Joobin Bekhrad is the founder and Editor of Reorient, an acclaimed publication about the contemporary arts and culture of the Middle East. He has also contributed to other publications such as the Cairo Review of Global Affairs, The Guardian, Anthropology of the Middle East, Encyclopaedia Iranica, Christie’s, and Harper’s Bazaar Art Arabia, been interviewed by news outlets including Newsweek and the CBC, and seen his writings republished in a wide variety of languages. In 2015, Joobin was granted an International Award for Art Criticism (IAAC) by London’s Royal College of Art. He is also the author of a translation of Omar Khayyam’s poems from Persian into English, as well as a foreword to Mahdi Ehsaei’s Afro-Iran.
It all began with the image of a cherry-red guitar. Maybe it was the one my aunt bought me in London some years ago. Maybe it was the one David Bowie playfully tossed around in the video for Rebel Rebel, which I’d watched ad nauseam. Maybe it was the one I’d imagined Keith Richards strumming Brown Sugar on as an eleven year-old. I don’t know; all I knew, as I looked outside my window one summer’s day in Toronto contemplating my next literary work, was that it was going to revolve around the image of an electric guitar, and that it was going to be red. Cherry-red, to be more precise.
I didn’t grow up reading books, or even glancing at newspaper headlines. My literary education in my early teenage years, more or less, came from song lyrics. The likes of Jagger and Bowie taught me new words, sent verses rolling off my little tongue, and fixed images in my mind. It didn’t matter what on earth the Glimmer Twins were singing about in 100 Years Ago; it sounded like poetry, and left me with an endless supply of scenes and pictures with which to fill long summer days and make my dreadful time in the classroom more bearable. Read almost any one of my written works, and you’ll be sure to find a rock and roll reference lurking around somewhere. I don’t make them too obvious to spot, though; I like to make them all the more special for the people who discover them.
Lyrics and song references aside, the aesthetics of rock and roll – more than anything else – have driven much of my writing in the past years. Electric guitars, drag outfits, eyeliner, glitter, thunderbolts: these are the stuff of dreams. And of course, I can go on at length about the sensation of striking rusty guitar strings with sweaty fingers or sitting glued to the television watching Mick Ronson writhe about in satin tights because, well – I’ve done all of those things. My new book certainly isn’t an autobiography, but I’d be hard-pressed to say it wasn’t informed by my own experiences as a rock and roll-obsessed Iranian teenager.
To further ramble on, there’s a language associated with rock and roll that has come to occupy a central place in my writing. My world is one of cool ‘cats’, raunchy riffs, squeezed lemons, and midnight jams. Perhaps this has come about not only through listening to my favourite albums of the sixties and seventies, but also simply hearing my idols speak. You don’t listen to Keith Richards or Jimmy Page talk and write the same way anymore; or maybe that’s just me. I mean, I wouldn’t be caught dead writing something like, ‘I picked up my guitar and wrote a song’. Is that something a rock and roll god would ever utter? Perhaps, if one’s definition includes the likes of Chris de Burgh. I slung on my old Tele and knocked out a riff. Now that’s more like it.

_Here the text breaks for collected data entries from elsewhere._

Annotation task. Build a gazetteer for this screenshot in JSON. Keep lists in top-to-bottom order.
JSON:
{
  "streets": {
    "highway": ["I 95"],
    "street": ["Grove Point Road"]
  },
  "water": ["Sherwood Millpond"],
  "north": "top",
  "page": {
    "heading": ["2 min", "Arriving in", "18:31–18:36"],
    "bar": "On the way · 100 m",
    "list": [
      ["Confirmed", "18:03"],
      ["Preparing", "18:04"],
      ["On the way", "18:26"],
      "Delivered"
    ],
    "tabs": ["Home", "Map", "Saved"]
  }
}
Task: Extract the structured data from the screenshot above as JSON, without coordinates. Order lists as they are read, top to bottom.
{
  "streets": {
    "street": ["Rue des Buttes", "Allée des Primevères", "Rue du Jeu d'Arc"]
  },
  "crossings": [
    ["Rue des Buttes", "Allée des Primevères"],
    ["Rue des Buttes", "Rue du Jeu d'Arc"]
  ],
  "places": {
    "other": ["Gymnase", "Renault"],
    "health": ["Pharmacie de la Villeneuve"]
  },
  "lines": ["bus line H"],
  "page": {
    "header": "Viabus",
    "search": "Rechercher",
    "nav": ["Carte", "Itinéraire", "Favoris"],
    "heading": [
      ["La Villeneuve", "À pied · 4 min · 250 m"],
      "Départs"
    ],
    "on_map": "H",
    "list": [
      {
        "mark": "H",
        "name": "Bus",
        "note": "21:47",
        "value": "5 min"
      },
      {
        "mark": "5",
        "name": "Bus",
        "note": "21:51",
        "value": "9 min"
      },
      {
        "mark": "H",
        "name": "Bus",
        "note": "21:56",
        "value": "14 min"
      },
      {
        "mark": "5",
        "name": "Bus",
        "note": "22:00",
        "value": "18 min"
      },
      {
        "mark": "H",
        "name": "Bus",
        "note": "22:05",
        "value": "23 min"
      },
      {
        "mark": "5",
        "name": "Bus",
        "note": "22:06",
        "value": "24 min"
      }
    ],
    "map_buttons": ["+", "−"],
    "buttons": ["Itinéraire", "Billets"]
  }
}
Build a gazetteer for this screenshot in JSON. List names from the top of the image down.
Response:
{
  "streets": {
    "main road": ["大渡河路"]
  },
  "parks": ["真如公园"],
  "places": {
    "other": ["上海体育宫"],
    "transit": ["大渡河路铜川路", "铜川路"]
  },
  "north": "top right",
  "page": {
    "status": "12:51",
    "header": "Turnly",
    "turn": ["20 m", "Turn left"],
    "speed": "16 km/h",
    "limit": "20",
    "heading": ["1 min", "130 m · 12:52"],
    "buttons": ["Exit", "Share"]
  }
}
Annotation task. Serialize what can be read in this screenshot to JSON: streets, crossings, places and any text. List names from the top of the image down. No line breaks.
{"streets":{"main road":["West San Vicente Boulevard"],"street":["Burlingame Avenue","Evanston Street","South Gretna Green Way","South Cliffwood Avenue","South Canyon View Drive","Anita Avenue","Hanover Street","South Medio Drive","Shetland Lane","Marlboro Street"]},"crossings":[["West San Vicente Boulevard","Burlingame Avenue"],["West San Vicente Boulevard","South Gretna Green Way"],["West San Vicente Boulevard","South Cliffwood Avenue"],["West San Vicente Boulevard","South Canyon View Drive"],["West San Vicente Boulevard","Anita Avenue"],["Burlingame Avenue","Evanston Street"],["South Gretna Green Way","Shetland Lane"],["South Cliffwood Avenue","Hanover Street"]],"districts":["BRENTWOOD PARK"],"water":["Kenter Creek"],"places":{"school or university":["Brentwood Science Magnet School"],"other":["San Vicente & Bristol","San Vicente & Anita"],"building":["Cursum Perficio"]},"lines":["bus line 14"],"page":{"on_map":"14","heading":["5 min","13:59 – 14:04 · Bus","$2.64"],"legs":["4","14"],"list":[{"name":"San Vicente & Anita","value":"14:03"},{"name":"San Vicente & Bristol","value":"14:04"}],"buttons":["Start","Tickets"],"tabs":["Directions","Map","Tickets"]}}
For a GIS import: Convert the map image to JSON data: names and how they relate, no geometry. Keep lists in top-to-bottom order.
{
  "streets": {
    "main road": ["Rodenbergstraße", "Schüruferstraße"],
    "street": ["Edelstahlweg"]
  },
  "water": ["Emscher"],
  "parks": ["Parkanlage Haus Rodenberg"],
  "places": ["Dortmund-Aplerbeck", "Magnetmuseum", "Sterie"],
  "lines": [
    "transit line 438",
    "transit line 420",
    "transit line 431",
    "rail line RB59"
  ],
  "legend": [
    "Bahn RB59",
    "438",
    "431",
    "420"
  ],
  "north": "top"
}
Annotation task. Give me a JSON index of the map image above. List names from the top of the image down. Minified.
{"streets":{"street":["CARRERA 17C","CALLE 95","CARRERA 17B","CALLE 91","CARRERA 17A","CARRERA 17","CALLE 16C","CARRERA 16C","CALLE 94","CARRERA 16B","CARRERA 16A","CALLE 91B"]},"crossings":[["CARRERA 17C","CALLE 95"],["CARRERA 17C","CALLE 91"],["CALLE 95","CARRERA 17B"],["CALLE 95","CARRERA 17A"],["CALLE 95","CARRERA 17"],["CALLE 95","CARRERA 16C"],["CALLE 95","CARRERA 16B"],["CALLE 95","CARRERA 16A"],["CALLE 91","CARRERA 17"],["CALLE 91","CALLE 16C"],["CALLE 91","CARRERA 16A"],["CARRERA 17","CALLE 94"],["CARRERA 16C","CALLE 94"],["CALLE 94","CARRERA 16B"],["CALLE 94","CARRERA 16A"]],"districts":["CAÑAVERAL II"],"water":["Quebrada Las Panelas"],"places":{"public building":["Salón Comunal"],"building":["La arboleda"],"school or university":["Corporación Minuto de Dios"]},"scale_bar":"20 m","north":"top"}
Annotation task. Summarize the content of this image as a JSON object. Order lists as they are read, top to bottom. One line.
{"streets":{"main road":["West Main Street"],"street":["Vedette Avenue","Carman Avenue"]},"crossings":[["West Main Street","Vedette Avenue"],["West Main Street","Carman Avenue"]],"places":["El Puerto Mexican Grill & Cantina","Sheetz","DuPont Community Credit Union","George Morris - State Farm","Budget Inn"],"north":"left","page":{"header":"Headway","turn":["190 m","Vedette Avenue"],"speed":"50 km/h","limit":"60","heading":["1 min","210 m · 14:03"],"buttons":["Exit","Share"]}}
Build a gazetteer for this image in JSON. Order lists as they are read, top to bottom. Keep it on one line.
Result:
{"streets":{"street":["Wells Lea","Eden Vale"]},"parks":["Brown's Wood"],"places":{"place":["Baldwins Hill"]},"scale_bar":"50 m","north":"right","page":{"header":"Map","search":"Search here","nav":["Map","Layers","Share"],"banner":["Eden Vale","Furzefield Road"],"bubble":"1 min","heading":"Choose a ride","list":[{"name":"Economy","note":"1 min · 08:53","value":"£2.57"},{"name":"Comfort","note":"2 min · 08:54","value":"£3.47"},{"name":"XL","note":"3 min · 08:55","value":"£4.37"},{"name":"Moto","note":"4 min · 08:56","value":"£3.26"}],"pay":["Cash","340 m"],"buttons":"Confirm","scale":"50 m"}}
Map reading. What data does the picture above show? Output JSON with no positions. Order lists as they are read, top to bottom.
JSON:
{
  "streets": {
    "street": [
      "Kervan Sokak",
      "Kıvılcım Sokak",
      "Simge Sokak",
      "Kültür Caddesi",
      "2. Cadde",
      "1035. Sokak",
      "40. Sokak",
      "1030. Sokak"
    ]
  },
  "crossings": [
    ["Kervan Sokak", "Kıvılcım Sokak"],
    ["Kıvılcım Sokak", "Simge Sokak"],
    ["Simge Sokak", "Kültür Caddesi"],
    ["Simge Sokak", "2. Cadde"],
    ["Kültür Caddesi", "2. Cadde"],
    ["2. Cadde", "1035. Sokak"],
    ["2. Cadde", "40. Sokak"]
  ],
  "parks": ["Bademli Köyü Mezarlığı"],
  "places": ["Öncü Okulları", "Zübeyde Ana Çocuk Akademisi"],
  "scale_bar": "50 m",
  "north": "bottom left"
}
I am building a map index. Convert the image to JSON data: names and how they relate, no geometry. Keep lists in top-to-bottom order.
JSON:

Believe it or not, there was a time when I thought I’d put my guitar-slinging days behind me, and ‘grown up’. I ditched Patti Smith for Hafez, and Jagger for Mohammad Reza Shajarian, and cringed at the thought of ever having wanted to be like Ziggy Stardust. While the rock and roller in me certainly did lie dormant for some years, he was far from having given up the ghost. The sound of that imaginary red guitar I’d heard as a kid didn’t only get my feet tapping – it also somehow managed to wind itself into my DNA. A friend once commented on my writing (and Coming Down Again in particular), likening it to ‘the intersection of Keef and Tehran’, and the meeting place of ‘Teles and tahdig’ (n.b. if you don’t know what tahdig is, your life has been wasted in vain). As funny as it may sound, that’s one of the distinguishing features of my writing. I don’t just write about the Stones, Iran, or Zoroastrianism as separate subjects; they all come together in my work to create some sort of strange concoction, neither this nor that, or anything in particular – much like myself.